Doksanlarda Doğu Avrupa’da, sosyalizmin bir toplumsal sistem olarak onyıllarca varlığını sürdürdüğü ülkelerde ortaya çıkan durum, devrimci bir sınıf olan proletaryayı, dünyayı değiştirme yani sınıfları kaldırma amacından vazgeçiremezdi. Sosyalizm bir yerde geçici olarak geriye düşüş gösterdi, fakat başka yerlerde, sosyalizm uğruna mücadelede yeni bir atak içine girdi. Devrimci işçiler, devrimci işçilerin partisi, olanlardan ders çıkardı. Sınıf mücadelesinin derslerini kendi düşünce cephaneliğine kattı. Deneyimleri canlı sınıf mücadelesine kattı. İşçi sınıfı ve onun, politik temsilcisi sermayeye karşı savaşta, siyasi bakımdan şimdi daha donanımlı. Siyasi bakımdan yetkin ve donanımlı olmak, burjuvaziyle savaşta bize üstünlük sağlar. Teorik olduğu kadar, siyasal olarak da ileri bir düzeyi temsil edecek bir konumda değilsen, milyonları bulan devrimci kitleleri temel devrimci hedeflere çekmede ikna edemez, onları bu doğrultuda harekete geçiremezsin.

Dünya genelinde güncel sınıf mücadelesi, geçen yüzyıldan bu yana -öncesiyle birlikte- tüm ülkelerde süren sınıf mücadelesinin ve sosyalizmin yarattığı sonuçlara dayanıyor ve bu sonuçlardan devam ediyor. Bu sonuçlar olmasaydı, doksandan bu yana dünyanın birçok merkezini sarsan ayaklanmalar bu kadar iyi örgütlenemez ve eylemler bu kadar sürmezdi. Her eylem sırasında o güne kadar sınıf mücadelesi adına sosyalizm adına ne öğrenmişsek ve ne biliyorsak, onu pratiğe geçirmeye çalışıyoruz. Her ayaklanmada anında komiteler, konseyler, meclisler biçiminde örgütleniyorsak, verilen mücadelenin sonuçlarından devam ettiğimiz içindir. Yarın bu sonuçlarla onları aşan yeni sonuçlar yaratarak zafere ulaşacağız.

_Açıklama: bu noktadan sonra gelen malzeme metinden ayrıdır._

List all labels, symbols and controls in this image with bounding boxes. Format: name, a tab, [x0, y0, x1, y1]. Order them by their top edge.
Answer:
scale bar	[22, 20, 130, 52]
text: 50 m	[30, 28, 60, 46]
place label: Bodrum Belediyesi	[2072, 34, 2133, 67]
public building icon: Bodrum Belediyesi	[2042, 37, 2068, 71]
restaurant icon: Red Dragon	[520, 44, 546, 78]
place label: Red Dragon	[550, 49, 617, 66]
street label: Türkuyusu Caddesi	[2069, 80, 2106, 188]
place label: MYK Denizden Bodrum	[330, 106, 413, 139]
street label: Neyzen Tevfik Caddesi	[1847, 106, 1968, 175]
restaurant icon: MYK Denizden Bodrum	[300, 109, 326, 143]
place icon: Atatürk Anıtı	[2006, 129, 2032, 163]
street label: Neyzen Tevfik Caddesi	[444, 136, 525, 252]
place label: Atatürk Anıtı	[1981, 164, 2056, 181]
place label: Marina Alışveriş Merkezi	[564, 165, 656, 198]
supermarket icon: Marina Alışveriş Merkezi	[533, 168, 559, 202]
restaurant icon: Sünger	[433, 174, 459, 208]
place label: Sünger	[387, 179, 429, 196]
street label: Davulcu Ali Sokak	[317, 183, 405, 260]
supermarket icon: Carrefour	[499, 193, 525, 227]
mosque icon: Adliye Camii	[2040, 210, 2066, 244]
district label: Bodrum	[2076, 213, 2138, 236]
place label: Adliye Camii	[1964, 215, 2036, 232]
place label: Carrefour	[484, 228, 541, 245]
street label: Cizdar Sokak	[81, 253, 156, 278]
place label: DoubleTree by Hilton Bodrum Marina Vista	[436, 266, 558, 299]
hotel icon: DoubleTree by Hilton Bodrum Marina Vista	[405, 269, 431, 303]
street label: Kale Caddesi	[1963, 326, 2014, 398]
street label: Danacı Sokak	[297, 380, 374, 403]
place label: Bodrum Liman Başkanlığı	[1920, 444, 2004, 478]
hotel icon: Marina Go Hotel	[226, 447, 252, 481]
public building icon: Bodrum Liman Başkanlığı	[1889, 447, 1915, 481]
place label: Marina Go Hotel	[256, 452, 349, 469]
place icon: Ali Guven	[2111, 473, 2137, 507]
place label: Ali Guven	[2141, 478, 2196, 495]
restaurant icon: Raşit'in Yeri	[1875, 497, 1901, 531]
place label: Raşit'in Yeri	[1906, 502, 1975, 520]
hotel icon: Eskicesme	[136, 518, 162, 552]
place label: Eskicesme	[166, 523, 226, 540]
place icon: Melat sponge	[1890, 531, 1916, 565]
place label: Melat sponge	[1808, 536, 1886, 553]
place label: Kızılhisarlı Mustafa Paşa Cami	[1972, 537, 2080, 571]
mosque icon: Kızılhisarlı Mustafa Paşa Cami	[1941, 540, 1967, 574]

Dünya proletaryasının, sınıf mücadelesiyle yarattığı sonuçlar nasıl mücadelenin bir gerçeğiyse, sahnesi uluslararası alan olan bu savaşın iki sınıf, iki güç ve iki dünya arasında olduğu çağımızın bir gerçeğidir. İki sınıf arasındaki savaş ve savaşımın gelişimi dünyanın güncel görünümünü biçimlendiriyor. Daha ötesi, iki sınıf arasındaki savaşım insanlığın geleceğini belirler. Bu savaşın ilk sonucu ne olursa olsun, savaşın bir tarafı olan proletaryanın nihai zaferi kesindir. İktidar biçiminde örgütlenen devrimci sınıf toplumu yeniden örgütleyecek, yani toplumu yeniden biçimlendirecek. Proletaryanın tarihsel rolü, sadece, işçi sınıfının niteliğiyle açıklanamaz. Proletaryanın devrimci rolü, canlı sınıf mücadelesi olarak yaşama geçiyor.